Toteż fakt, że każdy z bossów sprawia wrażenie oderwanego od wszystkiego, co
dzieje się w warstwie fabularnej, nie przeszkadza. Odwrotnie jest natomiast z
recyklingiem „szefów” w ostatnim poziomie, bo zmuszanie gracza do stoczenia
walki na identycznej mapie z tym samym przeciwnikiem o niezmienionych atakach
to zwykłe lenistwo. Jak nie podobało mi się to w DMC4, tak nie podoba mi się to
i w przypadku 99Vidas. Niemniej, pomimo paru problemów jest to całkiem udana
produkcja, z którą można spędzić kilka przyjemnych chwil.
Sacred: Citadel (Xbox One*)
Beat ‘em up
Southend Interactive,
2013r.
Gra dostępna również
na: Xbox 360, PlayStation 3, Windows
Jak
to jest, że w tym samym roku jedna seria wypuszcza zarówno dużą część, jak i
pomniejszą mającą na celu promowanie starszego rodzeństwa, przy czym to właśnie
ta druga okazuję się być lepszą grą. W tym wypadku to Sacred: Citadel okazuje
się być lepszym Sacredem niż Sacred 3. To w sumie nie dziwi, zważywszy na fakt,
że beat ‘em upy i hack’n’slashe są ze sobą mocno spokrewnione i oferują
bliźniacze wręcz mechaniki. Ot, idź przed siebie/w prawo i grzmoć przeciwników
oraz, w niektórych przypadkach, rozwijaj swoją postać poprzez ekwipunek czy
wykupowanie nowych umiejętności. Na szczęście, na tym kończą się podobieństwa,
bo Citadel nie powiela największego problemu trójki, czyli okropnie wtórnej
historii przesyconej żenująco kiepskim poczuciem humoru, zostawiając tylko
wtórną historię, co w przypadku gatunku, który reprezentuje wcale nie jest tak
straszne. Zapożyczając z gastronomicznych wyrażeń, można by powiedzieć, że
zaserwowano nam samo gęste.
Co
ciekawe, Citadel stanowi prequel trójki, ale informuję o tym tak na słowo
honoru, bo zbytnio tego nie odczułem.

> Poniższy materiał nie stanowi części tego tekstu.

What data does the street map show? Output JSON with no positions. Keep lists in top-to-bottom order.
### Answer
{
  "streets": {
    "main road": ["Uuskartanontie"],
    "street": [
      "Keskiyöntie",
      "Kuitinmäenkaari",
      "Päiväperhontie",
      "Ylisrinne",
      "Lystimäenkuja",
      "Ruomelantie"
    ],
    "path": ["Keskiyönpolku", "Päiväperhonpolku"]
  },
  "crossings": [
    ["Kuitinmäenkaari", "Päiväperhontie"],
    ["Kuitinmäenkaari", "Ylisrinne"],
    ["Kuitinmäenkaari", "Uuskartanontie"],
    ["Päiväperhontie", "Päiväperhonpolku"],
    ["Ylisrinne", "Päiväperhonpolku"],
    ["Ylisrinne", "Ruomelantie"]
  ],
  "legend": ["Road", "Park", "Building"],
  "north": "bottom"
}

Poza rzuconymi gdzieś na szybko nazwami
typu Imperium Ashen czy Zane Ashen, nie ma tutaj nic łączącego te opowieści.
Ot, grupa najemników (uderzająco identyczna do tych z trzeciej części) zostaje
zwerbowana do przeszkodzenia wysłanym przez Zane’a Ashena orkopodobnym
Grimmocom, których celem jest odnalezienie dwóch artefaktów pozwalających na
otworzenie tytułowej cytadeli. Po co? Szczerze, nie pamiętam, pewnie jakąś moc
to daje olbrzymią. No, ale fabuła w tej grze to rzecz poboczna i ta
nie-zapadliwość-w-pamięć nie przeszkadza, bo gra się bardzo przyjemnie.
Niemniej przy dłuższych sesjach (czyt. Trwających około godziny) Sacred:
Citadel zaczyna się dłużyć, głównie przez niezbyt wymagającą walkę i
maksymalnie prosty system kombosów. Kombinacja lekki cios, lekki cios, ciężki
cios powinna was poprowadzić do napisów końcowych bez najmniejszego problemu. Szczególnie,
jeżeli gracie w coopie.
*we wstecznej
kompatybilności
HunieCam Studio (Windows)
Symulator alfonsa
Hunie Pot, 2016r.
Gra dostępna również
na: Linux
W
życiu nie spodziewałbym się, że będzie to tak przyjemny tytuł. I nie, nie z
powodu cycków, bo golizny tutaj nie uświadczycie. I nie, również nie z powodu
tematyki seks kamerek i tła erotycznego. HunieCam Studio okazało się dla mnie
zaskoczeniem z tego samego powodu, z którego zaskakiwało starożytne już dzisiaj
Lula: The Sexy Empire. Jeżeli usunąć te wszystkie seksy i cycuchy, a zostawić sam
gameplay, okazuje się ono być całkiem kompetentnym symulatorem biznesu, w
którym naszym zadaniem jest zarządzanie środkami i pracownikami w taki sposób,
aby utrzymać się w branży i pozyskać jak największą liczbę klientów.
Oczywiście, wszystko obraca się tutaj wokół branży porno, a dokładniej tematyki cam girls oraz, okazjonalnie, striptizu i eskort. Toteż nasi pracownicy to młode dziewczyny, a klienci to internetowe zboczuszki ze swoimi upodobaniami, na których podstawie obieramy sobie target, co jest o tyle ważne, że pan zainteresowany BDSM nie będzie raczej zainteresowany pierdzeniem w ciasto (ang. Cake farting. Nie wiem, nie sprawdzałem, ale myślałem, że nic mnie już w Internecie nie zaskoczy. A jednak…). W ogóle to strasznie ciekawe, jak szybko zapomina się w tej grze o jej tematyce i zaczyna się traktować wszystko czysto pragmatycznie, aby tylko poszerzyć zasięgi i wyrobić się pozyskaniem pieniędzy na wypłaty dla dziewczyn. To z kolei może być czasem problematyczne, bo akurat wszystkie są zestresowane świeceniem cyckami w sieci albo brakiem papierosów i muszą spędzić trochę czasu w Spa. Co oczywiście trwa i przez ten czas nie mogą brać udziału w reklamowych sesjach zdjęciowych i rozbierać się ku uciesze publiki, przez co nie pozyskujemy ani subskrybentów, ani pieniędzy z „donejtów”. Tak jak o tym myślę to widzę oczami wyobraźni symulator patostreamera.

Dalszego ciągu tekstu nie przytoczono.